If a line includes "tools", copy it out of the entries.

-- ENTRIES PROVIDED follows --

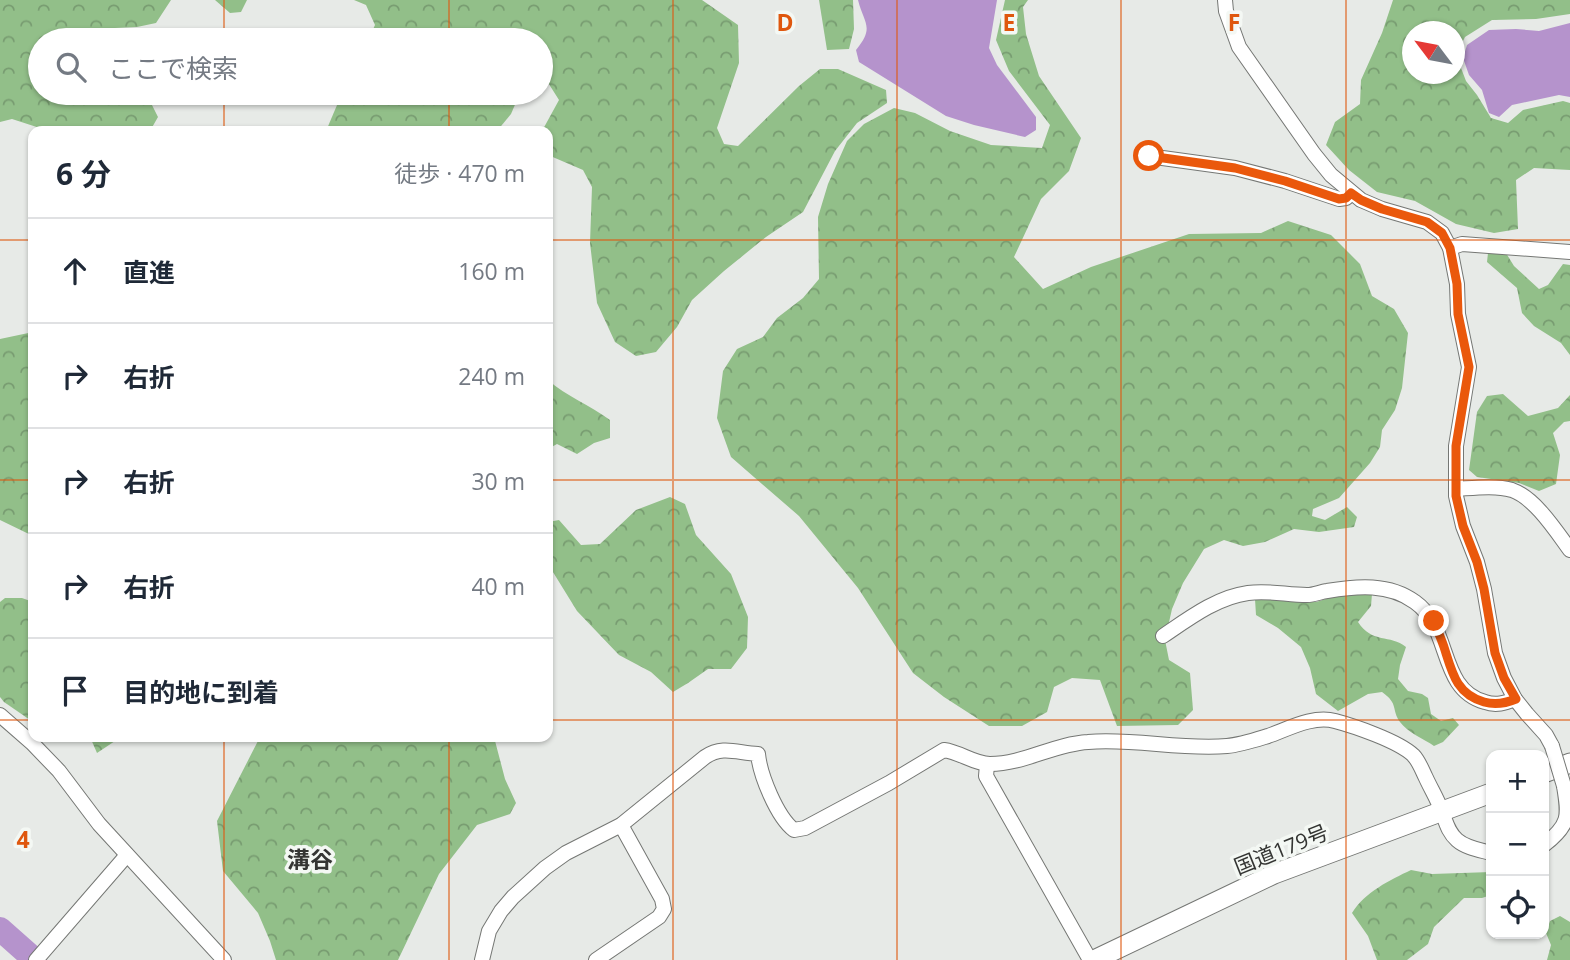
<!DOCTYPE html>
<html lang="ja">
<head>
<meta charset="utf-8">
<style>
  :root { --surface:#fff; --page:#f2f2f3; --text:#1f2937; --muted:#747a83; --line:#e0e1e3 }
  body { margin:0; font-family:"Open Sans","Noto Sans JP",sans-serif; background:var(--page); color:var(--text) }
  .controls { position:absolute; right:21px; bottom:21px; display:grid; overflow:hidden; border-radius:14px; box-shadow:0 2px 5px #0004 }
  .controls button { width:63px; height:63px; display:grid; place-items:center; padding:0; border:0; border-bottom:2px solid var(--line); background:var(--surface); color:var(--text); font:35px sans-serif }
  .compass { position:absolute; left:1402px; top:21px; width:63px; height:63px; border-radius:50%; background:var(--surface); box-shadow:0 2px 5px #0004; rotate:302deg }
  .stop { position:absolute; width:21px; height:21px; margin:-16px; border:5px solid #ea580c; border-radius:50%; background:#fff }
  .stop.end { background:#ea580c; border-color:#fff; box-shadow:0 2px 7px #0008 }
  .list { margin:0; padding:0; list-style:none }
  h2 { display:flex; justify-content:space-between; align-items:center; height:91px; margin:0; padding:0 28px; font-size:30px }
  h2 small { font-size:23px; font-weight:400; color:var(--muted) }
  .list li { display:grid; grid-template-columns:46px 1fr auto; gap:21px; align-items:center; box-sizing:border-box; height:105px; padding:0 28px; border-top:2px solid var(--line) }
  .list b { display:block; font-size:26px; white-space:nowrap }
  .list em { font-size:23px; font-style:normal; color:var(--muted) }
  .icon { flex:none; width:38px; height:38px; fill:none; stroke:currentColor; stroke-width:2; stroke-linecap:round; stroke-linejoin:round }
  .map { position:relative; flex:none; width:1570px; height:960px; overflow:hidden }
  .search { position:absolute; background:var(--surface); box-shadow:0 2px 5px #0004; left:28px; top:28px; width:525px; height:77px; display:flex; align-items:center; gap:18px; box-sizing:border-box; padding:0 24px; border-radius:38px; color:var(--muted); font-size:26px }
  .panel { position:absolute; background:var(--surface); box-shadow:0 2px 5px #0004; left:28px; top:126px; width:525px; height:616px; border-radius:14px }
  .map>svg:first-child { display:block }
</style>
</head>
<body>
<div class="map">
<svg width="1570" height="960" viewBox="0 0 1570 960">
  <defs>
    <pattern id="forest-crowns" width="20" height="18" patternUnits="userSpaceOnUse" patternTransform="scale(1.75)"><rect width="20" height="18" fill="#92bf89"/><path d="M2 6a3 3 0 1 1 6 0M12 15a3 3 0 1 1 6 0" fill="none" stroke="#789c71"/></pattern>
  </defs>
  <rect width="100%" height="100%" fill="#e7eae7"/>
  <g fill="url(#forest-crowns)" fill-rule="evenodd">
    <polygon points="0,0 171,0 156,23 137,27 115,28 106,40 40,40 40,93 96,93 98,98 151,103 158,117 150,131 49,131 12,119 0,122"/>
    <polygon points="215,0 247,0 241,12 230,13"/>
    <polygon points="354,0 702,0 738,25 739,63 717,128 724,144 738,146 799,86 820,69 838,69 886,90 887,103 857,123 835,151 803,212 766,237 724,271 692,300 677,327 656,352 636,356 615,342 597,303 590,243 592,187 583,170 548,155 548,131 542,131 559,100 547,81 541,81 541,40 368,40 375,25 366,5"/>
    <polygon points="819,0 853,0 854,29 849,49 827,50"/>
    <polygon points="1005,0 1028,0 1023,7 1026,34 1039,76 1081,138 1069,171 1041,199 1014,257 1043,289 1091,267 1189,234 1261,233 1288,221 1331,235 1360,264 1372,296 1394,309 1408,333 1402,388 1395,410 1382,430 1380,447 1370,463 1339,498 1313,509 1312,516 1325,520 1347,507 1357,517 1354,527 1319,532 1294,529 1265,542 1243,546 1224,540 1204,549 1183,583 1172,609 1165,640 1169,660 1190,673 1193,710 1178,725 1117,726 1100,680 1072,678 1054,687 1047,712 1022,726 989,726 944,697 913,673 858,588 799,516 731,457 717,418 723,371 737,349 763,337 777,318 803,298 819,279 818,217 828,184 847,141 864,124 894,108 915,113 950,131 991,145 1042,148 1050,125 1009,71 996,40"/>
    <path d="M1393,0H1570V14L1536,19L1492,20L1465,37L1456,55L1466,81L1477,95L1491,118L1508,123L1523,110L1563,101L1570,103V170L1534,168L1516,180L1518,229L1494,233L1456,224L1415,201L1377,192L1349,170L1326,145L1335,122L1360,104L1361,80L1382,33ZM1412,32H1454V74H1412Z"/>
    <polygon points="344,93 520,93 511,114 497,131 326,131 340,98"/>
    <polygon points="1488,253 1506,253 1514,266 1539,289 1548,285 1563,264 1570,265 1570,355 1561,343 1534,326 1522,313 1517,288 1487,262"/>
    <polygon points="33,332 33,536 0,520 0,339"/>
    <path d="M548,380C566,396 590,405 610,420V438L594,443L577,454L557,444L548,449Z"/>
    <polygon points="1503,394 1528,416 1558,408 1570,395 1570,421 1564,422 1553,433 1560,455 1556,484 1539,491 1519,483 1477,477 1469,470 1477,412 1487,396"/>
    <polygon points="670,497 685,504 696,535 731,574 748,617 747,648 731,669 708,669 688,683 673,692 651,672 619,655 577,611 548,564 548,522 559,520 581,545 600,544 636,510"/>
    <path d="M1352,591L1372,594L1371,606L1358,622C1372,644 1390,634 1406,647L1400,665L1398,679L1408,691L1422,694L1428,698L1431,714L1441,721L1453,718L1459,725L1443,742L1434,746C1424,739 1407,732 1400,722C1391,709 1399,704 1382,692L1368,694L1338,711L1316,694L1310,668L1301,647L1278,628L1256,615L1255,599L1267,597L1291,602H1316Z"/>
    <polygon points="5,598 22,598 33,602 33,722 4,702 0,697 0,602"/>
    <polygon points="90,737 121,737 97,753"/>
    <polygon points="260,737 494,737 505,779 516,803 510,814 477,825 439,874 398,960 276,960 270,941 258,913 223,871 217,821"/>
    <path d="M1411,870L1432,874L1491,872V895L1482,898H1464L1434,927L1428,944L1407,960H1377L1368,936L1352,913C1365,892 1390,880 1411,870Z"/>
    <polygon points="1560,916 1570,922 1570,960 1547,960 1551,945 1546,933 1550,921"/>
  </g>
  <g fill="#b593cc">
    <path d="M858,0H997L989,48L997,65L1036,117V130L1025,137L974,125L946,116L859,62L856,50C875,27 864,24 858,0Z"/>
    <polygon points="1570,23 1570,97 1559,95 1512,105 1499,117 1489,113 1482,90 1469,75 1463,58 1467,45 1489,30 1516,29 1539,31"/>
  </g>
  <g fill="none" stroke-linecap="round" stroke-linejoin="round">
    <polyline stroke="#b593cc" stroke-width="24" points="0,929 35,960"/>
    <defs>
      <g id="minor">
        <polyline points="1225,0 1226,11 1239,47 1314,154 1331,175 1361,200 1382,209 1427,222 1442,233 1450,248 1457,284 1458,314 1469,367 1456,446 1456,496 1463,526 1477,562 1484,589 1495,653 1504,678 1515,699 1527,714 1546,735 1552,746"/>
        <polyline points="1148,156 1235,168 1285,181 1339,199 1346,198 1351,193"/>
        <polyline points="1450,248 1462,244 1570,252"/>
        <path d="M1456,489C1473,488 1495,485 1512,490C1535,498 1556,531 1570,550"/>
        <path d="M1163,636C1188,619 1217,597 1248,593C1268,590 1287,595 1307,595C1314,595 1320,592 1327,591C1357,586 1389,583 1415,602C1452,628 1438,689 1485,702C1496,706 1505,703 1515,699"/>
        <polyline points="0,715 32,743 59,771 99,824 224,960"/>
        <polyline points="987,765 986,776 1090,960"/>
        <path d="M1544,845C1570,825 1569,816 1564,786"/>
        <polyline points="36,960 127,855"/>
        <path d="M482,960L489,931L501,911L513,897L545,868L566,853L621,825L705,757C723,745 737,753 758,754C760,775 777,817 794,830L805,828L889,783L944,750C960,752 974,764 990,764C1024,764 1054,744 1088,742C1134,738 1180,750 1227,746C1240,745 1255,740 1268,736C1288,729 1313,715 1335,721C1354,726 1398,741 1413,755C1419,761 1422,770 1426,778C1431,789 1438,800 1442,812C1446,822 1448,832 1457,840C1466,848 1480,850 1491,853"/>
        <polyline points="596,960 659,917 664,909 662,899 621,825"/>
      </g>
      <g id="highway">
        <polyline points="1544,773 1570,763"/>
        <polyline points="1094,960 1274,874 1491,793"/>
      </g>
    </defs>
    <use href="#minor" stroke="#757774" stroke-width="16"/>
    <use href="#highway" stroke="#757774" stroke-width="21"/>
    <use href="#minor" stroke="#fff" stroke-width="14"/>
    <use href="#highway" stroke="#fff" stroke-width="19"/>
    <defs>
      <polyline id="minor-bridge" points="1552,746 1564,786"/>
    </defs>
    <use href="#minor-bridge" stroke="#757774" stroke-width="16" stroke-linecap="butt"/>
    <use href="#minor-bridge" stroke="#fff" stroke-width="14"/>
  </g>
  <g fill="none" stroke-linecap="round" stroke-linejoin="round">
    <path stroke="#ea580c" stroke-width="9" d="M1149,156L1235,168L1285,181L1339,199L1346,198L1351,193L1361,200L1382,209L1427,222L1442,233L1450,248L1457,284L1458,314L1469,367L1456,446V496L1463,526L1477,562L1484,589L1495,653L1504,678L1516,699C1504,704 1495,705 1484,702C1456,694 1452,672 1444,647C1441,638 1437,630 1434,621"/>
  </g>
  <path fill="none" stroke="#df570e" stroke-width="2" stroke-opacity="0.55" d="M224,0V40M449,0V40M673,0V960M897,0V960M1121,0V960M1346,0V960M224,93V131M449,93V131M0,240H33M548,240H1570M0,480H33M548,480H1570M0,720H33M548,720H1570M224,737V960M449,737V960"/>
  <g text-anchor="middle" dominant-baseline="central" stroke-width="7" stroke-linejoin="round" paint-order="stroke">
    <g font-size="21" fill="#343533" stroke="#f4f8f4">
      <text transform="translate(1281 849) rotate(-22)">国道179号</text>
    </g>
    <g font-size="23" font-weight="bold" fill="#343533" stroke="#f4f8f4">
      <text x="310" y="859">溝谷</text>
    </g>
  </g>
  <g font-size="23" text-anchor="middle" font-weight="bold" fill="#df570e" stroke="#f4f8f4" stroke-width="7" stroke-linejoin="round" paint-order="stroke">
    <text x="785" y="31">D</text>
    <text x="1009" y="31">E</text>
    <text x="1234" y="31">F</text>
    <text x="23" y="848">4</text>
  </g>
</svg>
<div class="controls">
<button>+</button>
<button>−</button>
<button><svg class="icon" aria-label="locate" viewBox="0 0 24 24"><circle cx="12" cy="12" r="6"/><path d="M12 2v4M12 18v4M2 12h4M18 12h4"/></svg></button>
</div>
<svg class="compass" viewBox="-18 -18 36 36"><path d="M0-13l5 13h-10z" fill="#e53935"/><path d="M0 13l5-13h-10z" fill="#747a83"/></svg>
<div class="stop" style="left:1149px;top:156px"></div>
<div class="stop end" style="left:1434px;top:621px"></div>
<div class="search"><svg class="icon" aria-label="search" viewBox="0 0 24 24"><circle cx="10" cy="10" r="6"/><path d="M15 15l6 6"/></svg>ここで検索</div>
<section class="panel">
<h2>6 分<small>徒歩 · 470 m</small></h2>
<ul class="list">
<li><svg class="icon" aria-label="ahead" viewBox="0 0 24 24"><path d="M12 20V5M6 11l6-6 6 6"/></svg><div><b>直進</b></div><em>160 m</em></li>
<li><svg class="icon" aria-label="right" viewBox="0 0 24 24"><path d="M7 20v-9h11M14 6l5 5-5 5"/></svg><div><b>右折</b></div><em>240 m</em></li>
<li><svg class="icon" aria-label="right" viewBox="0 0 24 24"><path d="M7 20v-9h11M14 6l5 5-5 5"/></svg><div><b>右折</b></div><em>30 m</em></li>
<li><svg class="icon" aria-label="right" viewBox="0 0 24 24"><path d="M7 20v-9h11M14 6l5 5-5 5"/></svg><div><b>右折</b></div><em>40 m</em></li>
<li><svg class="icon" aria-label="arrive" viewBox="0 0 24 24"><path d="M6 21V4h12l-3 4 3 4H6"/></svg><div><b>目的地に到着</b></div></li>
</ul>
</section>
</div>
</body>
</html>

-- ENTRIES PROVIDED concluded --
-- ENTRIES PROVIDED follows --

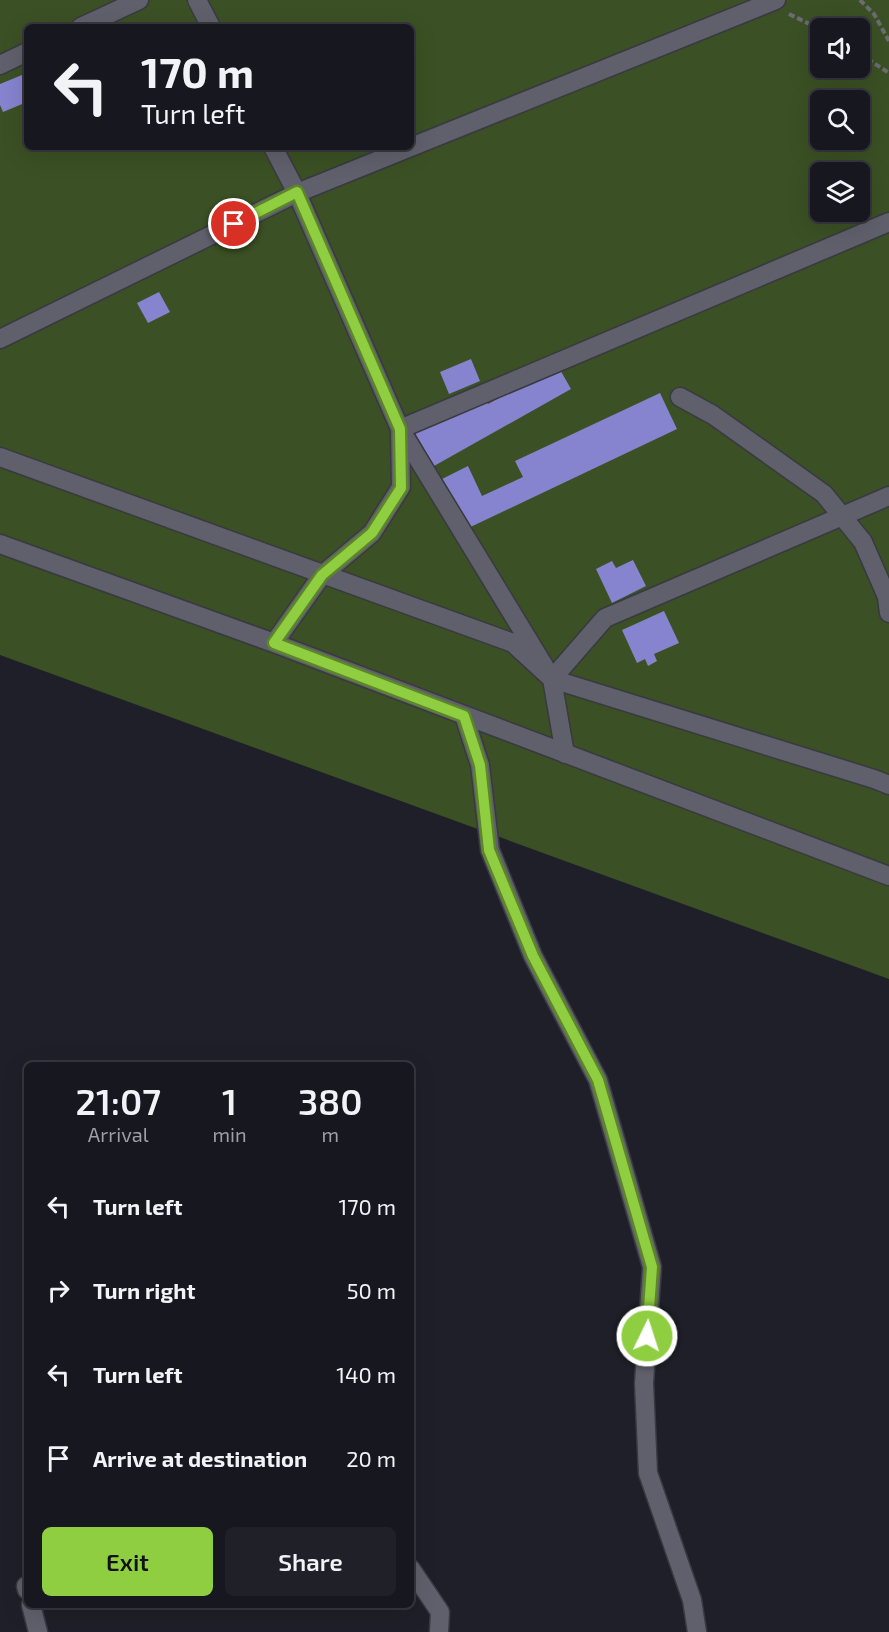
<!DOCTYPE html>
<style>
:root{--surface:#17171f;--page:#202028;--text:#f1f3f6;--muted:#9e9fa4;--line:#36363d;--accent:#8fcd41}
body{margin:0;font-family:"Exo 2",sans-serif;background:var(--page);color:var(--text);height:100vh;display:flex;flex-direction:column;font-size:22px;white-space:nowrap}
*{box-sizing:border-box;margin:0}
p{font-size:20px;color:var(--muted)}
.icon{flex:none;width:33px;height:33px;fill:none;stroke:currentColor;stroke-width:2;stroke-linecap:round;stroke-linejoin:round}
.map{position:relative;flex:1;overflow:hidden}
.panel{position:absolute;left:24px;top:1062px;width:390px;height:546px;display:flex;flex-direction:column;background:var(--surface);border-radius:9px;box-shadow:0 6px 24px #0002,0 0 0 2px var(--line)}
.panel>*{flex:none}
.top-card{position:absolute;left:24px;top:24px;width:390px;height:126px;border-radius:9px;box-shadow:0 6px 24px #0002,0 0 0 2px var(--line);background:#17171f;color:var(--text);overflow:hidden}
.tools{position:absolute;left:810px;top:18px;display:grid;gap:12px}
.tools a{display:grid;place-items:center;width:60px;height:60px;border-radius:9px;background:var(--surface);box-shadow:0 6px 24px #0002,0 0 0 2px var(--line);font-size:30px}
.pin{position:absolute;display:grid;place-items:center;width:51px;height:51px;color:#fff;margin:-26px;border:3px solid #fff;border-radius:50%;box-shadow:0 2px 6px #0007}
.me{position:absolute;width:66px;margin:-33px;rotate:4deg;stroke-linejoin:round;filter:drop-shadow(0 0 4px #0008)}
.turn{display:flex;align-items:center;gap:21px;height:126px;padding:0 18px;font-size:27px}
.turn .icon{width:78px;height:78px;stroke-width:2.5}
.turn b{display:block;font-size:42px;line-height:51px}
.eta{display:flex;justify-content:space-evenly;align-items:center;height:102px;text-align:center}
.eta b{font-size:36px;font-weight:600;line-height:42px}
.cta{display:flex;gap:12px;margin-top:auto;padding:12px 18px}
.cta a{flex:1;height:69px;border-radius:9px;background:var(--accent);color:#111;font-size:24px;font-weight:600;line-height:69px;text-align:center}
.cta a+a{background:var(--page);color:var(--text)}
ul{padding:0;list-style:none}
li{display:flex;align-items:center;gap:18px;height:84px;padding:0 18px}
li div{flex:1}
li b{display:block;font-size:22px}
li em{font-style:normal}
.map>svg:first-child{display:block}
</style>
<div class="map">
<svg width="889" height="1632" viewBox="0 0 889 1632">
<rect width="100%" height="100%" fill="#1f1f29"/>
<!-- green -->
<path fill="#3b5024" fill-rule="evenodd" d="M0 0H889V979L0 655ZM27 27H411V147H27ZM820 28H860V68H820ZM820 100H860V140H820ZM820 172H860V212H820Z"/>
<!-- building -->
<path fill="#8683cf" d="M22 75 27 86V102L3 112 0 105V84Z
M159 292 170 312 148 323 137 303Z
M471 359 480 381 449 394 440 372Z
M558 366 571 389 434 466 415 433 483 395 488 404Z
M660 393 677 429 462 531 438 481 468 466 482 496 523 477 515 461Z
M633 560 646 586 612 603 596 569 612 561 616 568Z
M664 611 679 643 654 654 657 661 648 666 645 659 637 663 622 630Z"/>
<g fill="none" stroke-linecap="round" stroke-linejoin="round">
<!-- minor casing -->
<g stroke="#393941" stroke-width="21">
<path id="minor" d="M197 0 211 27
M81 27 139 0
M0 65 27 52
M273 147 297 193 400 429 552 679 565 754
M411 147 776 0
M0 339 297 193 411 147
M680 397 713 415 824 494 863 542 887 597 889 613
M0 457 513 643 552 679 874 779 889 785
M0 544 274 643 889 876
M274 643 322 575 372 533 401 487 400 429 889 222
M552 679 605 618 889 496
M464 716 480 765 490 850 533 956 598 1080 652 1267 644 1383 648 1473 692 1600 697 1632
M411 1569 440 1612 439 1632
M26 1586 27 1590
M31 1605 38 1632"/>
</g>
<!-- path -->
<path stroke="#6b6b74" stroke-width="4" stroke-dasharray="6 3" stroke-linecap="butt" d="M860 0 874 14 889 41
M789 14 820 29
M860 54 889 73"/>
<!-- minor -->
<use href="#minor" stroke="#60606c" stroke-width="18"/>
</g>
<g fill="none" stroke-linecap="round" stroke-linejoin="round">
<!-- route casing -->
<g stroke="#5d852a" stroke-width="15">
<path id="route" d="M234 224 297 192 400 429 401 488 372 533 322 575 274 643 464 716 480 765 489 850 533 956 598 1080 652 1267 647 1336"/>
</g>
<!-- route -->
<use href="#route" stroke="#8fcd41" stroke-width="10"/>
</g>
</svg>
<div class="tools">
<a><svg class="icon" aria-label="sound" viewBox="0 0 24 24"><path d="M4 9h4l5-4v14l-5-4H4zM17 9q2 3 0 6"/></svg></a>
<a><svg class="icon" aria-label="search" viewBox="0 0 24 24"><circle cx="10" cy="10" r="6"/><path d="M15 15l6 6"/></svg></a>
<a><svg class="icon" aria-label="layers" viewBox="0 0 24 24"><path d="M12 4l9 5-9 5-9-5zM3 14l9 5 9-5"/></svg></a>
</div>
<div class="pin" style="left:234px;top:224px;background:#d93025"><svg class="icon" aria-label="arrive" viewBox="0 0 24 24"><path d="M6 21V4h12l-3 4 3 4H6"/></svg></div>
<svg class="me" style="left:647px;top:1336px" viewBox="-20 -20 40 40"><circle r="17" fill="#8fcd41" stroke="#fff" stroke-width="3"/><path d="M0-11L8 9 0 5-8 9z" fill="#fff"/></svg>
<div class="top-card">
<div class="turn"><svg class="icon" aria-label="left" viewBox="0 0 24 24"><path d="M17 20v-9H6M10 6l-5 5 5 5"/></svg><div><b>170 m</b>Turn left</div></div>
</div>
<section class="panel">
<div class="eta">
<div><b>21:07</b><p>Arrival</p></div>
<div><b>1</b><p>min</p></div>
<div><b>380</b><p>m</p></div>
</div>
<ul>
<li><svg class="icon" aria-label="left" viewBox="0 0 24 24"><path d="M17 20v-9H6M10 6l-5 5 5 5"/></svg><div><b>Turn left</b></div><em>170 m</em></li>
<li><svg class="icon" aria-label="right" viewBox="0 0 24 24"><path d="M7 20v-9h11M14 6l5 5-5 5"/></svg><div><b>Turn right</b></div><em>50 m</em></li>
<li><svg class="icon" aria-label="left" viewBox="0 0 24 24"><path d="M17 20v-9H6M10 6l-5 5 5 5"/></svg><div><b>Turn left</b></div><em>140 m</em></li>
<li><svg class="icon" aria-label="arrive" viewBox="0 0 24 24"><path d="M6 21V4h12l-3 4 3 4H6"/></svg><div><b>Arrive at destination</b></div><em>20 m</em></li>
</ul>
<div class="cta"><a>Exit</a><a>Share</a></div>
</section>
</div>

-- ENTRIES PROVIDED concluded --

WRITTEN RESPONSE:
.tools{position:absolute;left:810px;top:18px;display:grid;gap:12px}
.tools a{display:grid;place-items:center;width:60px;height:60px;border-radius:9px;background:var(--surface);box-shadow:0 6px 24px #0002,0 0 0 2px var(--line);font-size:30px}
<div class="tools">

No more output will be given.